Prather adds, “Pretty crazy to think that about six and a half years ago I was nervously interviewing for a position in the SPU costume shop mostly because I was terrified of the power tools in the tech shop. And pretty much unable to sew on a button!” Lucky for her, she not only learned how to attach buttons and make straight hems, but also how to drape and draft her own patterns, manage others, and design her own shows.

Because when the curtain rises on eight performances a week, she must follow a small number of actors throughout the show, and keep their costumes and accessories organized. She’s there to help with back zippers, corset lacings, and shoes on the slower changes, but the quick changes she does herself. The actors race backstage where she waits with costumes equipped with time-saving devices like Velcro or snap closures, and shoes laced with elastic.
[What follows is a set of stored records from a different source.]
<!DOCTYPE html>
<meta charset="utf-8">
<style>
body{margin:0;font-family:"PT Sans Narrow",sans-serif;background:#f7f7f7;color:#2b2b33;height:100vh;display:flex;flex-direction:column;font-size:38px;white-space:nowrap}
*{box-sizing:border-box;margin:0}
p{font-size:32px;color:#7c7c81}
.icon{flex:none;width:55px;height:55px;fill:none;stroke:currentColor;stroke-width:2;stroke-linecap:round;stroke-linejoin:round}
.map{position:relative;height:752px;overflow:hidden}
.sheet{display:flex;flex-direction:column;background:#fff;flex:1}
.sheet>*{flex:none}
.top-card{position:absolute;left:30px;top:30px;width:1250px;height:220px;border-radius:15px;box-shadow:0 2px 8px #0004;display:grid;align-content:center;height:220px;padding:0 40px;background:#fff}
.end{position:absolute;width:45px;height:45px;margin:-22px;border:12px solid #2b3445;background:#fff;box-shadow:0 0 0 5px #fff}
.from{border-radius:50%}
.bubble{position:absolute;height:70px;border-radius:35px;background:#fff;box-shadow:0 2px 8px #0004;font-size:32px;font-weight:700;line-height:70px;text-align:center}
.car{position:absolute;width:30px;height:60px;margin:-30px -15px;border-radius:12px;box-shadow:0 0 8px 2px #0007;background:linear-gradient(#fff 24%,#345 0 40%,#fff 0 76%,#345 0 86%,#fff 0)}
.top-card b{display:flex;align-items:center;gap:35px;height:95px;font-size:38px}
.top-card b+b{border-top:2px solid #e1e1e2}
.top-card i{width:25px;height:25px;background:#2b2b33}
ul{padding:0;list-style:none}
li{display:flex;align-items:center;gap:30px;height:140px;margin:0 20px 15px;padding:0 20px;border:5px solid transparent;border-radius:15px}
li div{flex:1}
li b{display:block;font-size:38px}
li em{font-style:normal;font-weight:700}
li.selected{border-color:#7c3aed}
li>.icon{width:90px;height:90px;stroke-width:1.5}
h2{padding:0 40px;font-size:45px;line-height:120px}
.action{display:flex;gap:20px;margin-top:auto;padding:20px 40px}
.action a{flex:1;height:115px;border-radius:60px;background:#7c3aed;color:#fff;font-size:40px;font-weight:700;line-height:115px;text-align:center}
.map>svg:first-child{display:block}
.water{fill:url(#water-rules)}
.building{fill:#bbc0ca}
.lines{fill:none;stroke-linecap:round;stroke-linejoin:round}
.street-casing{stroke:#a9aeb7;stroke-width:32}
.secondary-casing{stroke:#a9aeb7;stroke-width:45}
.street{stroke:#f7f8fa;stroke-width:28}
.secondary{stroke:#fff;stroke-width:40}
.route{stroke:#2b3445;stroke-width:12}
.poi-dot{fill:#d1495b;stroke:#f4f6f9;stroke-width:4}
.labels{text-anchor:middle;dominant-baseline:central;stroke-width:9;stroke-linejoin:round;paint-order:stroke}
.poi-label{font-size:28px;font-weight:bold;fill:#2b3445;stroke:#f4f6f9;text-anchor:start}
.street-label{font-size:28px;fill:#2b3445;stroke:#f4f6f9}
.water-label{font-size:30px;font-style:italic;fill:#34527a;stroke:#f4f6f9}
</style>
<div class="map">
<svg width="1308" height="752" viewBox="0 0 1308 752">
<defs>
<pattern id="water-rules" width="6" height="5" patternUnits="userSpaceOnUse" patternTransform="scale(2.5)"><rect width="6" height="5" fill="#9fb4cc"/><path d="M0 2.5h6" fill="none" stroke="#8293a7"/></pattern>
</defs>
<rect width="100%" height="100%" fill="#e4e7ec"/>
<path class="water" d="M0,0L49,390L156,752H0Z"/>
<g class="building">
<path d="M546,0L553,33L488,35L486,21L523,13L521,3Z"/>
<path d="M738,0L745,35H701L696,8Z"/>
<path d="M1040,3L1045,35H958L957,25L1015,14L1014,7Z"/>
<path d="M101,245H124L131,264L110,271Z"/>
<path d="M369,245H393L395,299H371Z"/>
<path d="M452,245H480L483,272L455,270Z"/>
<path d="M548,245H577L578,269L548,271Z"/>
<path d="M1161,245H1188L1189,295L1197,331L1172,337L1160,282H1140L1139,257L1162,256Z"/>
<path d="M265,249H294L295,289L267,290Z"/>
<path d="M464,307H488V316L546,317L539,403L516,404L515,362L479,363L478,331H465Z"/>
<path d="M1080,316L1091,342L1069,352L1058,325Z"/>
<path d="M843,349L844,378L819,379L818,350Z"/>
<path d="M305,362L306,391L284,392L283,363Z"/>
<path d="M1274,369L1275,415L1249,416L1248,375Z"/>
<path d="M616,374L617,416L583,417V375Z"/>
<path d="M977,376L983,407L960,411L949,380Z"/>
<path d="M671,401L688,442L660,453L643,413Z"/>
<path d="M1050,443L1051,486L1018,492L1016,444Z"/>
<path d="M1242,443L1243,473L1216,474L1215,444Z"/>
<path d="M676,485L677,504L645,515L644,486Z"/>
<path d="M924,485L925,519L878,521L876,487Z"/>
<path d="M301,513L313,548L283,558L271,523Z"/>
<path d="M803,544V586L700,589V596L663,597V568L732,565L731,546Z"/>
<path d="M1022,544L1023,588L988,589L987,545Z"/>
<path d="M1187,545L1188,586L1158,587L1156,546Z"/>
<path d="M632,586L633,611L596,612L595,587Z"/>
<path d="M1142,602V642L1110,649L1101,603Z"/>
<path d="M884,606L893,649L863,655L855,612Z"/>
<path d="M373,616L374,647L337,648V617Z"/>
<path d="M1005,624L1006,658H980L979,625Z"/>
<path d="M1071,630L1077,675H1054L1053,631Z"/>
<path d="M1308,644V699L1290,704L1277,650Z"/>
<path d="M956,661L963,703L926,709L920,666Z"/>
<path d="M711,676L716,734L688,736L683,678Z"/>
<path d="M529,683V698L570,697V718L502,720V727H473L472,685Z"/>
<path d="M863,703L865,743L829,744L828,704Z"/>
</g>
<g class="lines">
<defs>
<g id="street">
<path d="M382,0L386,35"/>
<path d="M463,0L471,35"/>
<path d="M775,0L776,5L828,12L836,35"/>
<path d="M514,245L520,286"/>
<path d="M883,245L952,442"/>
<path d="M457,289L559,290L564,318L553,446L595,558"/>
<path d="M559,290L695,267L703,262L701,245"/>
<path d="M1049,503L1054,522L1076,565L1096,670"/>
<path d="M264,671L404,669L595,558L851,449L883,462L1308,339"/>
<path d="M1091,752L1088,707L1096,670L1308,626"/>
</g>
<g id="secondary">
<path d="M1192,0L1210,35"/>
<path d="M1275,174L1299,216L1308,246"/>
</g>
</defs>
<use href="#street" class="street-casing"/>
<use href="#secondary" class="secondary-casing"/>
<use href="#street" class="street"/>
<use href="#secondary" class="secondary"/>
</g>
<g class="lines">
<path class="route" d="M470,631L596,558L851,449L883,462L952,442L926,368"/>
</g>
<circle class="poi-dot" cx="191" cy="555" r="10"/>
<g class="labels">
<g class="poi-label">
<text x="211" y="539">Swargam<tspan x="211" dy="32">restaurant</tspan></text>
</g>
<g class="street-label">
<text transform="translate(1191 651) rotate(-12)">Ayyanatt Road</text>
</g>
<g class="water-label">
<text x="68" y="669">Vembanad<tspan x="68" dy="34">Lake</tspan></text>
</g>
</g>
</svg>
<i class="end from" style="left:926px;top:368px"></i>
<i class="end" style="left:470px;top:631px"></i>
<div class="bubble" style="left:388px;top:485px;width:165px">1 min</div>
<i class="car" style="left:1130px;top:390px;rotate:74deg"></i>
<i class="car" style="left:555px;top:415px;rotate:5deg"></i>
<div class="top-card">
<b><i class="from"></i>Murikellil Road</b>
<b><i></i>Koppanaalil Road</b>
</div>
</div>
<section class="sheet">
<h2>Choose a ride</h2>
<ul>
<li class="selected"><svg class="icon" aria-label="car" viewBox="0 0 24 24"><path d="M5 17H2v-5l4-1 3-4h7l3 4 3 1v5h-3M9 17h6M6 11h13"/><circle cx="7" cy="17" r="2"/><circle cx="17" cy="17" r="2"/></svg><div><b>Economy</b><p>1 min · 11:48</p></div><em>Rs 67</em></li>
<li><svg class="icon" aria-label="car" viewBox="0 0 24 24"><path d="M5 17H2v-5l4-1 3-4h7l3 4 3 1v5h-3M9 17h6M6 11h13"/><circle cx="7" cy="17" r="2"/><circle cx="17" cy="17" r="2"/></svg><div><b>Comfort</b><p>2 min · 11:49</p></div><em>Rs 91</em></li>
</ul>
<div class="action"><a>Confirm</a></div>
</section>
When some of those changes last but 30 to 60 seconds, the pace borders on frantic.

She guarantees her actors are neat and tidy, no stray threads or lint, all buttons buttoned correctly, wigs on straight, before they race back onstage. Quick fixes? Because this is a dance show, there will be popping buttons and the unexpected holes in fabric, which she has learned to repair on the fly.

Reveling in Opportunities

“It just doesn’t happen that often, that an American comes in and gets hired for a London production,” says Yanik. “But Bonnie really found herself in theatre. She didn’t know a lot coming into the SPU program yet became one of the best managers I ever had.”
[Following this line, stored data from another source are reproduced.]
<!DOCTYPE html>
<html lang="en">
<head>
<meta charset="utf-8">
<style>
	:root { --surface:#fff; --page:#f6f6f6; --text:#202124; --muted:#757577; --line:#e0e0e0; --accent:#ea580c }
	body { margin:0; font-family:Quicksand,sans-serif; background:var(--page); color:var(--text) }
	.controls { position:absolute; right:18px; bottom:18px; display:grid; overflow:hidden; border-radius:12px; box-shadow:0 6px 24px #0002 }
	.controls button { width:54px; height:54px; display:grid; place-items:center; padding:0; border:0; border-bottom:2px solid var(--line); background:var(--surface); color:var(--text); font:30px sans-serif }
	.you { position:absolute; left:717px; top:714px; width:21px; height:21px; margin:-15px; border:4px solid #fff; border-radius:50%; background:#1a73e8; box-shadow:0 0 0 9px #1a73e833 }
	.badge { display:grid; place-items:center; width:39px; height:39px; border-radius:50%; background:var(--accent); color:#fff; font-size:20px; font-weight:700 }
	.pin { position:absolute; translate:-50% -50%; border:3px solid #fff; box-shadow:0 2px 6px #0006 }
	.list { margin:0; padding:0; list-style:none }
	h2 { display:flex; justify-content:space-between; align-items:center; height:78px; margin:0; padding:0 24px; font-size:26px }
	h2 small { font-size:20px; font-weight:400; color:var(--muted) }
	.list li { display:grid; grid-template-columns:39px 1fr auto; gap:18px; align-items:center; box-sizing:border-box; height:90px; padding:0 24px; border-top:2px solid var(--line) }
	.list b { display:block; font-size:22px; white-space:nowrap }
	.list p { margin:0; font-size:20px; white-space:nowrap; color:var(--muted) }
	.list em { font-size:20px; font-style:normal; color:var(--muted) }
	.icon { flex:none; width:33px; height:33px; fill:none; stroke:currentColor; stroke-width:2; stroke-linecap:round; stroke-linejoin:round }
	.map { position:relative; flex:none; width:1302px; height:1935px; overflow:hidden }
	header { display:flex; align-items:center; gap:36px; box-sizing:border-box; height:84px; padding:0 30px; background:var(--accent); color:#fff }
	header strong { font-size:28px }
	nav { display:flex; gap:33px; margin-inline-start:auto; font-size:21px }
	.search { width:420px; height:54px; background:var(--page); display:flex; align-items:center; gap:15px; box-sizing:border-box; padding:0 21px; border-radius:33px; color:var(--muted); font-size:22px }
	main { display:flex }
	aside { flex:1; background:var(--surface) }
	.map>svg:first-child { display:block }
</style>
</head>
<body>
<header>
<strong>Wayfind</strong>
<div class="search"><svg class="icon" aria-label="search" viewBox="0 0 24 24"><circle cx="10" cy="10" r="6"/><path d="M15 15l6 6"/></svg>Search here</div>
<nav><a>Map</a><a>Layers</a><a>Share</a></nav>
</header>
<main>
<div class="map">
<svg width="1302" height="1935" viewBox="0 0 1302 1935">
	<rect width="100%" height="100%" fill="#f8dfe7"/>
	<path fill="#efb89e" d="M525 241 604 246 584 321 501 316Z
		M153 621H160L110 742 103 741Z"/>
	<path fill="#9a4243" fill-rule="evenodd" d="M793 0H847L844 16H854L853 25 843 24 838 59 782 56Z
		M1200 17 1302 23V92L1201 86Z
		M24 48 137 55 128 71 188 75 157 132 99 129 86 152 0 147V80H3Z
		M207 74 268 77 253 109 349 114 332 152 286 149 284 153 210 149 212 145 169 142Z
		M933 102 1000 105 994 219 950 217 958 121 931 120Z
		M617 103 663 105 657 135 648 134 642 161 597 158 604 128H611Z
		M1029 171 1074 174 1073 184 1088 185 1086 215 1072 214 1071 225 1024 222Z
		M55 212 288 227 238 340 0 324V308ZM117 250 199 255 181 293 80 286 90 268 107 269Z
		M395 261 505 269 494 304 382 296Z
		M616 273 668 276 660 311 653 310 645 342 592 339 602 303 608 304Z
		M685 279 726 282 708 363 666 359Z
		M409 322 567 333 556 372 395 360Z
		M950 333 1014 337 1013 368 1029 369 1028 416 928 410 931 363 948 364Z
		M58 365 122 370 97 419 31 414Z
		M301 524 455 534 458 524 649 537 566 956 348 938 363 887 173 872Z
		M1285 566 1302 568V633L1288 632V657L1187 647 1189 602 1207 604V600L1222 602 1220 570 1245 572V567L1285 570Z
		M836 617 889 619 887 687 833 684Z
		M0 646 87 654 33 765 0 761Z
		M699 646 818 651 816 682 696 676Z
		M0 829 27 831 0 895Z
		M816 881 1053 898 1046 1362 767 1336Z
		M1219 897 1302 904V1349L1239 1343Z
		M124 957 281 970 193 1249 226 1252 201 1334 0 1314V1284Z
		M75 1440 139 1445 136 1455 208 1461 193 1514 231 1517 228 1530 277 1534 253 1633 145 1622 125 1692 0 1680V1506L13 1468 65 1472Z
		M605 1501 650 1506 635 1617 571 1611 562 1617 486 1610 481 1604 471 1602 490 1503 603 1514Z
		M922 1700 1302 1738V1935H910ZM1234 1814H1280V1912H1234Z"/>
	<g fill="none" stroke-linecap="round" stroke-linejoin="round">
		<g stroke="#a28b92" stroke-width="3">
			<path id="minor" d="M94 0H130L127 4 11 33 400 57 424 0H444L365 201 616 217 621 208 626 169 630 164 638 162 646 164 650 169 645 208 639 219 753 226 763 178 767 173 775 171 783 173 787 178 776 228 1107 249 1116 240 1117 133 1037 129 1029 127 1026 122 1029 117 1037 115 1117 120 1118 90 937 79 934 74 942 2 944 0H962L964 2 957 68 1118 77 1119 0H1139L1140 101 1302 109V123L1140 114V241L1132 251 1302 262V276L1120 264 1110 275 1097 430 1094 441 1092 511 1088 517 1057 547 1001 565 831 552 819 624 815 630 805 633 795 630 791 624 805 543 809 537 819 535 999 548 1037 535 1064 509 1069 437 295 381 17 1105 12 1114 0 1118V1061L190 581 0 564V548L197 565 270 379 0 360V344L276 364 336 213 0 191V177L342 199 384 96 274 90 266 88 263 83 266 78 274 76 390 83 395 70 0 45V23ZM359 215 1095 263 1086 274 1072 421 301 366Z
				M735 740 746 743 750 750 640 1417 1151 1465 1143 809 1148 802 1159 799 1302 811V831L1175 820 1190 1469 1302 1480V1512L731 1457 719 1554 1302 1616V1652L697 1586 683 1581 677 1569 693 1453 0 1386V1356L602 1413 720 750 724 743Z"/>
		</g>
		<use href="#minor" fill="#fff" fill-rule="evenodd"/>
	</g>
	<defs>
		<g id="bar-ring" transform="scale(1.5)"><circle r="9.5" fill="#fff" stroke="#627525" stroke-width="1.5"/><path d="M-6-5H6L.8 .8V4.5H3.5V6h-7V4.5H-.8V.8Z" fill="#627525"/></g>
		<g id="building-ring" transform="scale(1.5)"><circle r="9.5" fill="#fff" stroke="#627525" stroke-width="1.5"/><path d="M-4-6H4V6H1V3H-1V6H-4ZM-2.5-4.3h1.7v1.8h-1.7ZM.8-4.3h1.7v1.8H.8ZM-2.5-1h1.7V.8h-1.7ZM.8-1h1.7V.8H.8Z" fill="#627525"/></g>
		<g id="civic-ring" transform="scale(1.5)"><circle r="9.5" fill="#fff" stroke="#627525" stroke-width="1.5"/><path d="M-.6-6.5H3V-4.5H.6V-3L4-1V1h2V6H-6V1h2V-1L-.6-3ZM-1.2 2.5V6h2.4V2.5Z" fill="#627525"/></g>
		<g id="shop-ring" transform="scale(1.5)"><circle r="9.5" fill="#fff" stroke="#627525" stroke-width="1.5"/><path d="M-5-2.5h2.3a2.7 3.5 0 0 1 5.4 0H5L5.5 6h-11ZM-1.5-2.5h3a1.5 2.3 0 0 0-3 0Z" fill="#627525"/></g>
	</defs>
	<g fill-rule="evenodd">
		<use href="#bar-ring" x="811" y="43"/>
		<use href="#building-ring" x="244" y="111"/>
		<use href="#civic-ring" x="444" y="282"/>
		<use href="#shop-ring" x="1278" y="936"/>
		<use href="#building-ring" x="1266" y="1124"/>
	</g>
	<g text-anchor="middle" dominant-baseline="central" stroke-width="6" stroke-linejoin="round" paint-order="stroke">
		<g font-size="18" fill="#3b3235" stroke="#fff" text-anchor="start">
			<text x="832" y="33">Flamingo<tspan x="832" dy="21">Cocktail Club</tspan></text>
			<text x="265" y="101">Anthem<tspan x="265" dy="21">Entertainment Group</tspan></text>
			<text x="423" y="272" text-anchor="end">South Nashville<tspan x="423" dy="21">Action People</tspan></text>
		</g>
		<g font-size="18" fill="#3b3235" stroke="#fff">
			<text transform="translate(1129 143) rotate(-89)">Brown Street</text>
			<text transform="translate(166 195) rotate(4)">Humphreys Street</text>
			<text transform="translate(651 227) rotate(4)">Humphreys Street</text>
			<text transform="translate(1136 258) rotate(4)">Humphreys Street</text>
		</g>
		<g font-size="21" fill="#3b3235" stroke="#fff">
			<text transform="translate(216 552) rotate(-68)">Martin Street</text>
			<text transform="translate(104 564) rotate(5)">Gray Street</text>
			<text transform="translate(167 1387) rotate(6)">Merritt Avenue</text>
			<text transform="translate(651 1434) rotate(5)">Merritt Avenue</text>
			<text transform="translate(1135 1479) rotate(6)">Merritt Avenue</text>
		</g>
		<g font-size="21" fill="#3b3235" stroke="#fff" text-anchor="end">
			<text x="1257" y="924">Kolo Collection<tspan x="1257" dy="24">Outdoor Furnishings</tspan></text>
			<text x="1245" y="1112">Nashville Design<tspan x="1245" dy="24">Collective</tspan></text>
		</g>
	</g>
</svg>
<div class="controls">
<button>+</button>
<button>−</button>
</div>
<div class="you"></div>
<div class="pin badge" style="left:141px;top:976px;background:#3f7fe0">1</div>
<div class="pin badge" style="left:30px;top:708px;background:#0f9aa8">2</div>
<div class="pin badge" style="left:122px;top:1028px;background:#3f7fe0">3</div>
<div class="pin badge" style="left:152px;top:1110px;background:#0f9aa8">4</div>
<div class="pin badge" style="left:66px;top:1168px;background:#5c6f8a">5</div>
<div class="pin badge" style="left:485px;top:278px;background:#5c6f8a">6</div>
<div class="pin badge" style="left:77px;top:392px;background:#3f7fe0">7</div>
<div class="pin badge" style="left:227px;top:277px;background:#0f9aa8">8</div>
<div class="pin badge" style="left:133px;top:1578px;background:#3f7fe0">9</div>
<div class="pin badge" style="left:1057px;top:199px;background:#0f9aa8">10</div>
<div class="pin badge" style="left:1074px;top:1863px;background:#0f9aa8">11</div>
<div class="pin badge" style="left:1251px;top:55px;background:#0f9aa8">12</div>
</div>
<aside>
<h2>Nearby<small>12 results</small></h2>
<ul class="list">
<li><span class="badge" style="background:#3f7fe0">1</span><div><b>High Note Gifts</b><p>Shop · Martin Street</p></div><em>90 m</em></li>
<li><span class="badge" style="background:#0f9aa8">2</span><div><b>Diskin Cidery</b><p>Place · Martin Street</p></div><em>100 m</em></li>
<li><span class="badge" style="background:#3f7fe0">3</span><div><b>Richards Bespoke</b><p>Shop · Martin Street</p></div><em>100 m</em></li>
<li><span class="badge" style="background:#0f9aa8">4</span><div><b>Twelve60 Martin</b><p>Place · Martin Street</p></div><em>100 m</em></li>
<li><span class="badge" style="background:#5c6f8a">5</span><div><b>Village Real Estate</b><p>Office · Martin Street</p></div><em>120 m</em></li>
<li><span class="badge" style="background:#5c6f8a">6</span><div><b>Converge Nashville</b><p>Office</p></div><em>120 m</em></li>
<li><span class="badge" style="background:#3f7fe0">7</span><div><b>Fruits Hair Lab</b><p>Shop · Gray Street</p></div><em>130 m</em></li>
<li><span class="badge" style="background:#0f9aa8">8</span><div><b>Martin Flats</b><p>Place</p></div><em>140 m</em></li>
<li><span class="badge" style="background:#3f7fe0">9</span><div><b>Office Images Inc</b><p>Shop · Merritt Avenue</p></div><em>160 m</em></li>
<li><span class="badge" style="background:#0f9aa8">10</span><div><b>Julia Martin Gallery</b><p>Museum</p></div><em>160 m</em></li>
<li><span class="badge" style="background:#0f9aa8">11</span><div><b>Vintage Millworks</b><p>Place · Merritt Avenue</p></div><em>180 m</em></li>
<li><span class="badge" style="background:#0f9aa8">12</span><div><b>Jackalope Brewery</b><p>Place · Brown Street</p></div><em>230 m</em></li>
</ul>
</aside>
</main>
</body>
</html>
Prather says the opportunities at SPU helped her achieve in every way, including the 2006 study abroad quarter she spent in the British Isles. While studying Shakespeare and Virginia Woolf with English majors, she reveled in the theatrical world of Stratford-Upon-Avon and London itself. She left SPU having designed four major shows and assisted Yanik on the main stage productions of “Twelfth Night” and “The Runner Stumbles.”

And because Seattle is a theatre town, and SPU has extensive contacts in that community, she found real world experience dressing, stitching, and designing at a variety of union theatres, including the Seattle Children’s Theatre and the Seattle Shakespeare Company, and even for a production of “Dante’s Inferno” at the Museum of Glass.

“By the time I graduated,” she says, “I had an excellent resume already built. There were several job offers from many of the theatres, and in such a volatile job market.”